To do - Set down exactly the lines in the records below that run from the line with "M 1278,142 L 1638,139 L 1810,134" to the line with "M 718,418 L 804,288", inclusive, and nothing more.

Data to process: Begin

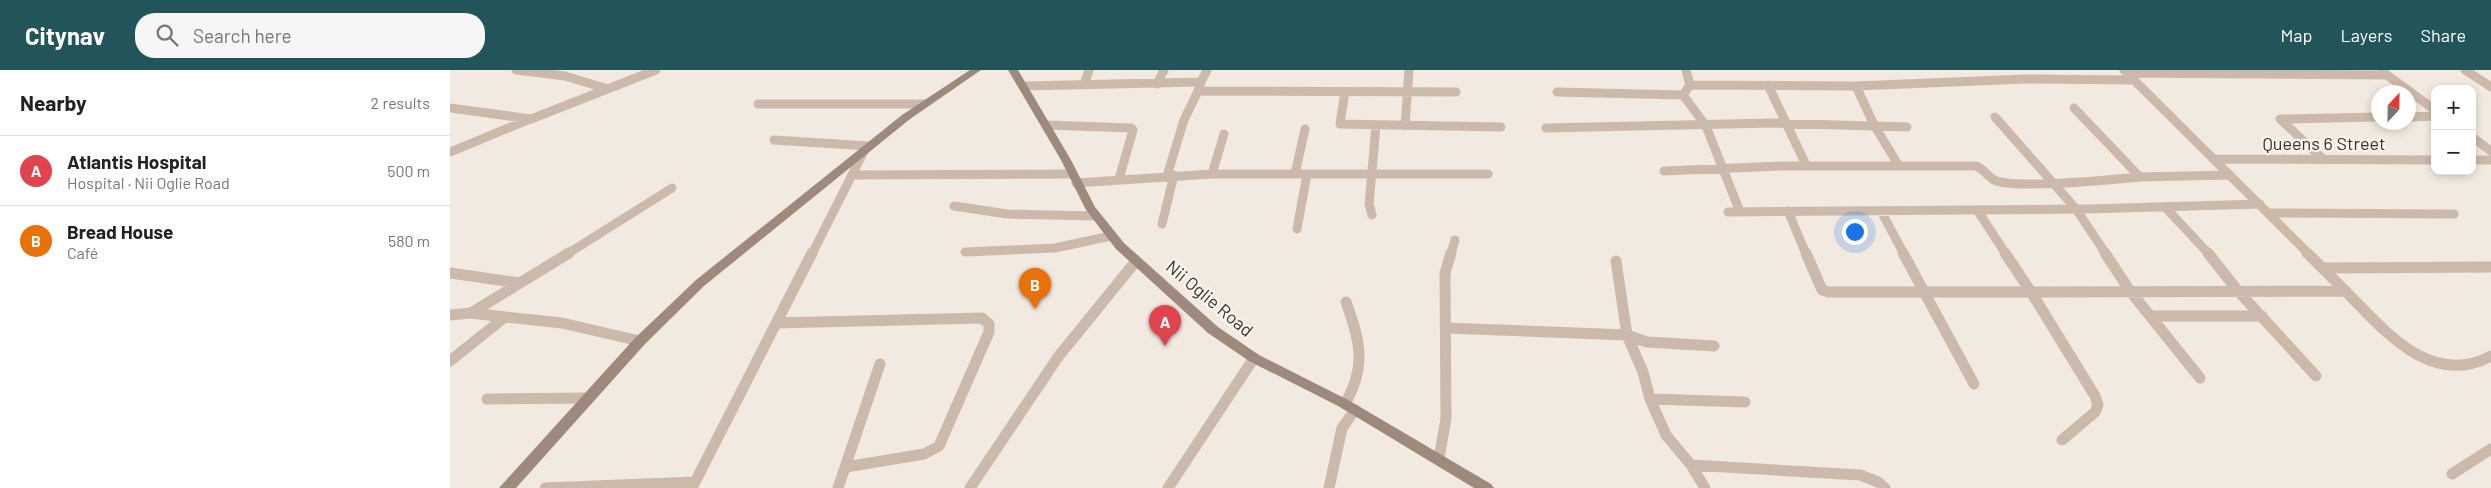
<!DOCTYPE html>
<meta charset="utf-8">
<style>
:root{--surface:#fff;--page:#f6f6f6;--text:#222;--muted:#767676;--line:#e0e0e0;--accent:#215559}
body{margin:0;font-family:Barlow,sans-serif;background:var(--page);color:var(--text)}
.controls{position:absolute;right:15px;top:15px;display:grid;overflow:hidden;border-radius:10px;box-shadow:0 2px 8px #0003}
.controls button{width:45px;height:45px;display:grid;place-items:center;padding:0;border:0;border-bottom:1px solid var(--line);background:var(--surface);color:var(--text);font:25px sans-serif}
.compass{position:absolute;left:1921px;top:15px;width:45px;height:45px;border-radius:50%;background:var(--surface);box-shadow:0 2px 8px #0003;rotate:22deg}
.you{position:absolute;left:1404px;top:161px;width:18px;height:18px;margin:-12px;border:4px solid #fff;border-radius:50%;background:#1a73e8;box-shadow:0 0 0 8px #1a73e833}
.badge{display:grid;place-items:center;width:32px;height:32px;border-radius:50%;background:var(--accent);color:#fff;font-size:16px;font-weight:700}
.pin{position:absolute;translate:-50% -41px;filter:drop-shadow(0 1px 2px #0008)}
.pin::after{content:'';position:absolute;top:26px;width:18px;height:15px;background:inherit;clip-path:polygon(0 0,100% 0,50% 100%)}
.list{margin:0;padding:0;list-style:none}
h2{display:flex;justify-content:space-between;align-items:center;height:65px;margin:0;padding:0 20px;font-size:21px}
h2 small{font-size:16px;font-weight:400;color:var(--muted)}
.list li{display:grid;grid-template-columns:32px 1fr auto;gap:15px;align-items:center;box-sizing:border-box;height:70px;padding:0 20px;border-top:1px solid var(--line)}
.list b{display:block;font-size:19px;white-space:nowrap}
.list p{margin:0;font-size:16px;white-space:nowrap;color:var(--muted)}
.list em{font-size:16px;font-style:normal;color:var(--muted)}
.icon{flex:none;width:28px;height:28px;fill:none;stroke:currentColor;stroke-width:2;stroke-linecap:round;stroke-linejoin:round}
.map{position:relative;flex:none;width:2041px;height:418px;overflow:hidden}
header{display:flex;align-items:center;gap:30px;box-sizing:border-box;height:70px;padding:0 25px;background:var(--accent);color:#fff}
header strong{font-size:24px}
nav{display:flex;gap:28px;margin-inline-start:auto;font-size:18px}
.search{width:350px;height:45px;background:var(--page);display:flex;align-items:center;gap:12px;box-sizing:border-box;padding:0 18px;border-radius:20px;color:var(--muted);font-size:19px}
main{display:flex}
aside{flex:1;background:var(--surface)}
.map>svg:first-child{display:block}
</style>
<header>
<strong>Citynav</strong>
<div class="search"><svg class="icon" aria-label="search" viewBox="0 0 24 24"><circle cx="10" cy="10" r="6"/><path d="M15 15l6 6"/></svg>Search here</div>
<nav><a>Map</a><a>Layers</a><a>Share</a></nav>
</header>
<main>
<aside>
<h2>Nearby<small>2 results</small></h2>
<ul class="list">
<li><span class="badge" style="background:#e0444e">A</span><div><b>Atlantis Hospital</b><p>Hospital · Nii Oglie Road</p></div><em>500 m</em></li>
<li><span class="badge" style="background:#e8710a">B</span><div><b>Bread House</b><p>Café</p></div><em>580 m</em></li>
</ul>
</aside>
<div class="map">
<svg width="2041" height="418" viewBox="0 0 2041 418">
<rect width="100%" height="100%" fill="#f2eae0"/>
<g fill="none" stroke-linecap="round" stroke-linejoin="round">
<path stroke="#cbbaac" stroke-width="9" d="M 66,0 L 115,6 L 158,19
M 1236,0 L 1240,15 L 1233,25 L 1256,56 L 1290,142
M 1674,0 L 1859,184
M 2015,0 L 2041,17
M 1933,2 L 1985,40
M 1677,3 L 1937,5
M 751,12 L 748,21 L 1006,22
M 707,14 L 714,0
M 634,15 L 639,0
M 1240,15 L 1406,16 L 1576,9 L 1683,10
M 1318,15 L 1356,95
M 573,16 L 751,12 L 757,0
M 1406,16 L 1424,55 L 1449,96
M 895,22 L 890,54 L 1051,57
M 1107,22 L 1233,25
M 308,34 L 473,34
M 0,38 L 81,49 L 206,0
M 1624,38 L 1690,107 L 1780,105
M 1545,47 L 1626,139 L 1656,184
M 1958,47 L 1985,46
M 596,55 L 681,58 L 683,60 L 669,109
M 955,56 L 959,0
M 1096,58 L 1322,53 L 1457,57
M 2022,67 L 2041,81
M 324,70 L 419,76
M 0,82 L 80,49
M 1763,89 L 1985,90
M 1873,89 L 1830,49 L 1928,47
M 2022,90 L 2041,90
M 1214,101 L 1331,96 L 1526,96 C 1534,99 1537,106 1544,110 C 1562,120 1665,109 1690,107
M 762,104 L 774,64
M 845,104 L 855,59
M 402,105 L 621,104
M 717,106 L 734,50 L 748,21
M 626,113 L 762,104 L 1038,104
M 504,136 L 557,144 L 645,146
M 1715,137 L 1759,184
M 1527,140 L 1556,184
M 1338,141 L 1356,184
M 1431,141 L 1454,184
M 1278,142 L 1638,139 L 1810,134
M 1819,143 L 2004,144
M 922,145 L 919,134 L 926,56
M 712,154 L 724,105
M 847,159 L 857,104
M 515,182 L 605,178 L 661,166
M 117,184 L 222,118
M 362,184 L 414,81
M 1001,184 L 1005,170"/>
<path stroke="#cbbaac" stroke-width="11" d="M 1356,183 L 1372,220 L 1379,222 L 1581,222 L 1555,183
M 1453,183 L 1524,314
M 1655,183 L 1680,221 L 1750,308
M 1758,183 L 1788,221 L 1866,306
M 1857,183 C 1875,200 1892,218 1909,235 C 1944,271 1987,315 2041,286
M 1166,191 L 1177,265 L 1193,302 L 1200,329 L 1216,365 L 1241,395 L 1255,418
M 1873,198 L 2041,197
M 0,203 L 70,213 L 21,243
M 70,213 L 119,183
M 0,245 L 21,243 L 55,247
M 1703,246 L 1812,246
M 326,253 L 532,248 L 539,254 L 539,262 L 489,376 L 474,384 L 396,397
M 996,258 L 1177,265 L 1197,272 L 1264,276
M 0,291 L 55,247 L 112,253 L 190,271
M 37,329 L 138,328
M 1200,329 L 1295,332
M 895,334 C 917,296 910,271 896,232
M 1612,370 L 1645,342 L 1648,335 L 1645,326 L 1581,222 L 1896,221
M 989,388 L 996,349 L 995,203 L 1001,183
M 1241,395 L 1410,405 L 1428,412 L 1435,418
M 2002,404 L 2041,379
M 95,418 L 245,412
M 242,418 L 362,183
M 388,418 L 430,294
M 520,418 L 608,287 L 686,191
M 718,418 L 804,288
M 879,418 L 892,358 L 905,340"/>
<path fill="#9e8a7d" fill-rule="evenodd" d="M 520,0 L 531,0 L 460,49 L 254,216 L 195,274 L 66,418 L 49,418 L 185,268 L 246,210 L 452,45 Z
M 558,0 L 568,0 L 621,90 L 645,137 L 674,173 L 768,257 L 809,285 L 900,331 L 1041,414 L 1044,418 L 1024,418 L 890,337 L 799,291 L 758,263 L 666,179 L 636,140 L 611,90 Z"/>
</g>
<g text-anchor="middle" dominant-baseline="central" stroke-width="4.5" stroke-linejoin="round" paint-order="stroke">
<g font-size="18" fill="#392f2b" stroke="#faf4ed">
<text x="1874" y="73">Queens 6 Street</text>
<text transform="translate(760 228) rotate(40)">Nii Oglie Road</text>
</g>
</g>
</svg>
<div class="controls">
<button>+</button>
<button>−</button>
</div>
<svg class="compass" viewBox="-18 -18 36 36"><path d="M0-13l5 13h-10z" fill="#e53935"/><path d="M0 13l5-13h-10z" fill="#767676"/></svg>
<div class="you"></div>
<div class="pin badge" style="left:715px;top:276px;background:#e0444e">A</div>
<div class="pin badge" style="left:585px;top:239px;background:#e8710a">B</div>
</div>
</main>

Data to process: End

Output for this exercise -
M 1278,142 L 1638,139 L 1810,134
M 1819,143 L 2004,144
M 922,145 L 919,134 L 926,56
M 712,154 L 724,105
M 847,159 L 857,104
M 515,182 L 605,178 L 661,166
M 117,184 L 222,118
M 362,184 L 414,81
M 1001,184 L 1005,170"/>
<path stroke="#cbbaac" stroke-width="11" d="M 1356,183 L 1372,220 L 1379,222 L 1581,222 L 1555,183
M 1453,183 L 1524,314
M 1655,183 L 1680,221 L 1750,308
M 1758,183 L 1788,221 L 1866,306
M 1857,183 C 1875,200 1892,218 1909,235 C 1944,271 1987,315 2041,286
M 1166,191 L 1177,265 L 1193,302 L 1200,329 L 1216,365 L 1241,395 L 1255,418
M 1873,198 L 2041,197
M 0,203 L 70,213 L 21,243
M 70,213 L 119,183
M 0,245 L 21,243 L 55,247
M 1703,246 L 1812,246
M 326,253 L 532,248 L 539,254 L 539,262 L 489,376 L 474,384 L 396,397
M 996,258 L 1177,265 L 1197,272 L 1264,276
M 0,291 L 55,247 L 112,253 L 190,271
M 37,329 L 138,328
M 1200,329 L 1295,332
M 895,334 C 917,296 910,271 896,232
M 1612,370 L 1645,342 L 1648,335 L 1645,326 L 1581,222 L 1896,221
M 989,388 L 996,349 L 995,203 L 1001,183
M 1241,395 L 1410,405 L 1428,412 L 1435,418
M 2002,404 L 2041,379
M 95,418 L 245,412
M 242,418 L 362,183
M 388,418 L 430,294
M 520,418 L 608,287 L 686,191
M 718,418 L 804,288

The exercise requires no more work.